Kim’s sociopolitical comments are, mostly, obvious. Politicians just want power in order to retain a status (and the privileges that come with it) much higher than that of common people, and are willing to do anything to achieve just that, including having ties with organized crime and succumbing to various forms of violence. Furthermore, Kim seems to state that this concept is one of the main factors that lead to dictatorships.
Kim also makes a direct comment on the fight between authority (The Politician) and idealism (Eve’s husband), with the former presented as the obvious “winner”, and the latter as a notion that does not apply in real life. Furthermore, the concept of opportunism and its tactics is presented through The Gang Leader and his crew.

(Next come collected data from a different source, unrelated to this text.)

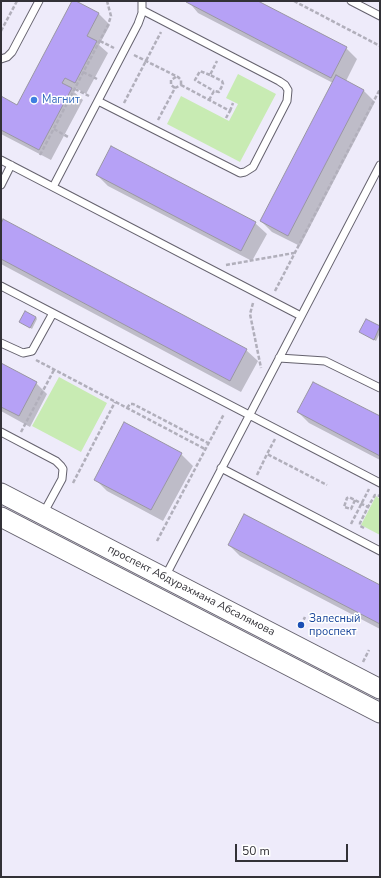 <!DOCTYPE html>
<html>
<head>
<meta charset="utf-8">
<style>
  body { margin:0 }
  #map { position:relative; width:381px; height:878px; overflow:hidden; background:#eeebfa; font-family:"Nunito Sans",sans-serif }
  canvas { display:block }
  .frame { position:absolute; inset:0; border:2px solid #323137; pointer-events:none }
  .scale { position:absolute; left:235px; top:844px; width:113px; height:18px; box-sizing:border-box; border:2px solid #323137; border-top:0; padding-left:5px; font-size:12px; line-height:14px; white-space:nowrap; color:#323137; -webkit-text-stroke:3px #fff; paint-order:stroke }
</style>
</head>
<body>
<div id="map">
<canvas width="381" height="878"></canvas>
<div class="frame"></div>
<div class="scale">50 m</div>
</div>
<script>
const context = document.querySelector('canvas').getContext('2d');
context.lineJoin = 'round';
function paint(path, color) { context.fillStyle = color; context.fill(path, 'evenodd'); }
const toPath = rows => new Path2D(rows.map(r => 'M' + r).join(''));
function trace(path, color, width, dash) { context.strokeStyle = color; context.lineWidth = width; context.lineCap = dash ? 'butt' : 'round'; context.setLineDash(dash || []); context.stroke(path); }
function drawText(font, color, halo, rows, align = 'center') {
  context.font = font + ' "Nunito Sans",sans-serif'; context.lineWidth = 3; context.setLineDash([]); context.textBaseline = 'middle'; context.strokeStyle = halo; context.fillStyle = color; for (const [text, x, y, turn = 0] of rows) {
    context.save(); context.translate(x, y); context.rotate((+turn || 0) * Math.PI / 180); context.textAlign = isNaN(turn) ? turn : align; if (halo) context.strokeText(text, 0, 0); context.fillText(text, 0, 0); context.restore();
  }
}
const green = toPath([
  [238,74,276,94,240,162,167,124,181,96,229,121,238,104,226,98],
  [59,377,107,403,81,452,32,426],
  [376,496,380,499,380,535,361,525]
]);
const shadow = toPath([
  [73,1,99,14,110,25,99,45,108,53,86,94,76,88,74,92,83,100,51,160,1,134,1,98,17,106],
  [188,1,255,1,346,48,357,59,346,81,364,91,375,102,300,246,272,232,261,221,333,83,198,13],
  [97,175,255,223,267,234,252,261,108,186],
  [1,226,246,350,258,361,241,392,1,264],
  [36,317,37,319,32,329,22,323],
  [366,320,380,327,380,333,376,341,360,332],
  [1,364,36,383,47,394,30,427,1,411],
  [298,412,380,418,380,460,309,423],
  [181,454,193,466,163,521,107,491,95,479],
  [229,545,380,586,380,629,240,556]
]);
const building = toPath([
  [72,1,76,1,99,13,87,36,97,41,75,83,65,78,62,83,72,88,39,150,1,130,1,96,17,105,72,1],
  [187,1,258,1,347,47,331,78,186,2,187,1],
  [336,75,364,90,288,236,260,221,336,75],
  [111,146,256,222,241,251,96,175,111,146],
  [3,219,247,349,230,381,1,259,1,224,3,219],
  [25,311,36,317,30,328,19,322,25,311],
  [366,319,380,326,374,340,359,332,366,319],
  [1,363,37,382,19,416,1,407,1,363],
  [313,382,380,416,380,456,297,412,313,382],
  [124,422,182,453,151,510,94,480,124,422],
  [244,514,380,585,380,624,228,545,244,514]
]);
const path = toPath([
  [294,1,380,46],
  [1,31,17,1],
  [100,41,114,48],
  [134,55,178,77,181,80,181,85],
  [83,72,97,79],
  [210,75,200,71,195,80,214,91],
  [181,85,230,111,226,118],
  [175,88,171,85,171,80,176,77],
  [75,89,89,96],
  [209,100,214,91,219,92,223,84,222,81,210,75,217,61],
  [124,103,161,32],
  [230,111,233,103],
  [158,120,175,88,181,85],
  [54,129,68,137],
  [40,155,108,25,111,16,107,1],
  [226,265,294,253],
  [275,291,380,89],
  [253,303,250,314,261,368],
  [36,360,205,449],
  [127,408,130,404,133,404,208,443],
  [21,432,54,370],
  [275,439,267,454,327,485],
  [257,475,267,454],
  [73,483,115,402],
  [355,500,351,509,344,507,347,498,349,497,355,500,362,504,368,507],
  [351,524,369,489],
  [364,528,360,526,360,523,368,507,375,495,380,496],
  [157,541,224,414],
  [301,625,305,617],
  [363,662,369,650]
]);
const lane = toPath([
  [351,1,380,16],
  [1,59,7,57,12,52,39,1],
  [98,101,240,173,245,172,253,167,287,101,288,90,285,85,279,81,142,10],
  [1,160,301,316],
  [1,185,11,165],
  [53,187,138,24,142,13,142,1],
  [1,286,380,483],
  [1,343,23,353,32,351,53,313],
  [279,358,325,361,380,388],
  [1,432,56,461,61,466,63,469,62,479,43,514],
  [221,468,380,551],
  [165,577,380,165]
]);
const secondary = toPath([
  [1,493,380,689],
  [1,517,380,713]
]);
const markers = [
  [34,100,4,"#3f7fe0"],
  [301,625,4,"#1a4fb4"]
];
const shopNames = [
  ["Магнит",42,100]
];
const streetNames = [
  ["проспект Абдурахмана Абсалямова",191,591,27]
];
const transitNames = [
  ["Залесный",309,619],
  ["проспект",309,632]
];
paint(green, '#c8ebb3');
paint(shadow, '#0003');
paint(building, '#b6a1f6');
trace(building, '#9996a3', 1);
trace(lane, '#65626e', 9);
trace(secondary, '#65626e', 21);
trace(path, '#b1afbb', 2.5, [4, 2]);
trace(lane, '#fff', 7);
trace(secondary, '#fff', 19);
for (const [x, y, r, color] of markers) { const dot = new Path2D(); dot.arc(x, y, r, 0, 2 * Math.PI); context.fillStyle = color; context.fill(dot); trace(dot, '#fff', 1.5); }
drawText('11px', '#366cbe', '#fff', shopNames, 'left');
drawText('11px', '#323137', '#fff', streetNames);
drawText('11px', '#164399', '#fff', transitNames, 'left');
</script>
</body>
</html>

The cruelty associated with the instincts of survival of humans is also presented in the harshest fashion, in a concept that has been revisited a number of times in cinema (“Die Welle” comes to mind) by putting people in a claustrophobic environment and making a group of them in-charge. Expectantly, Kim takes the concept to its borders by also adding the basic instinct of survival through the lack of food, as violence, murder and a number of other grotesque concepts eventually take over.
1. Burning (Lee Chang-dong)
Lee Chang-dong is one of the greatest Korean filmmakers of our era (to say the least) and “Burning”, which has already won awards in festivals all around the world including Cannes, is a testament to the fact.
Loosely based on a Haruki Murakami novel titled “Barn Burning”, the film revolves around three characters: Lee Jong-su is an aspiring author who has not managed to come up with any writing yet, and sustains himself financially by performing odd jobs in Paju. One day he runs into Shin Hae-mi, a former classmate who is in a similar, dead-end situation and the two of them end up spending the night together.
Soon after, Hae-mi leaves for a trip to Africa, and “tasks” Jong-su with taking care of her cat in the small apartment she lives in, although in the meantime, the young man has moved back to his family home in the country. Eventually the girl returns and a more than happy Jong-su goes to pick her up from the airport, only to find her in the company of Ben, a young man who seems to be more than a friend.
To Jong-su’s surprise, the three of them start hanging out together, and is soon revealed that Ben is quite rich, living in a luxurious apartment and driving an expensive sports car, although the origin of his wealth is never revealed. Inevitably, and for all the aforementioned reasons, Jong-su is jealous of Ben, although his mysterious adversary seems to feel anything but. Eventually, the latter even opens up about his tendency to burn abandoned greenhouses. Soon after though, Hae-mi disappears and Jong-su starts “stalking” Ben.
Adapting Murakami’s novels on screen has never been an easy task, particularly due to their abstract nature, the inconclusive ending, and the many questions that never are answered. Lee Chang-dong, however, manages to do just that, by transcending the Japanese’s style and in the process creating an existential drama/thriller that seems much more his, than of Murakami’s. In that fashion, some details, like the never-appearing, supposedly autistic cat are definitely Murakami’s, but the progression of the story and the truly stocking finale seem to be Lee’s added elements.
The one sided antagonism between the two men, and the fact that Hae-mi does not seem to care or even acknowledge the fact, forms one of the basic axes of the film, although Lee uses this in order to make a rather harsh comment about human nature and the path obsession and assumption can lead someone.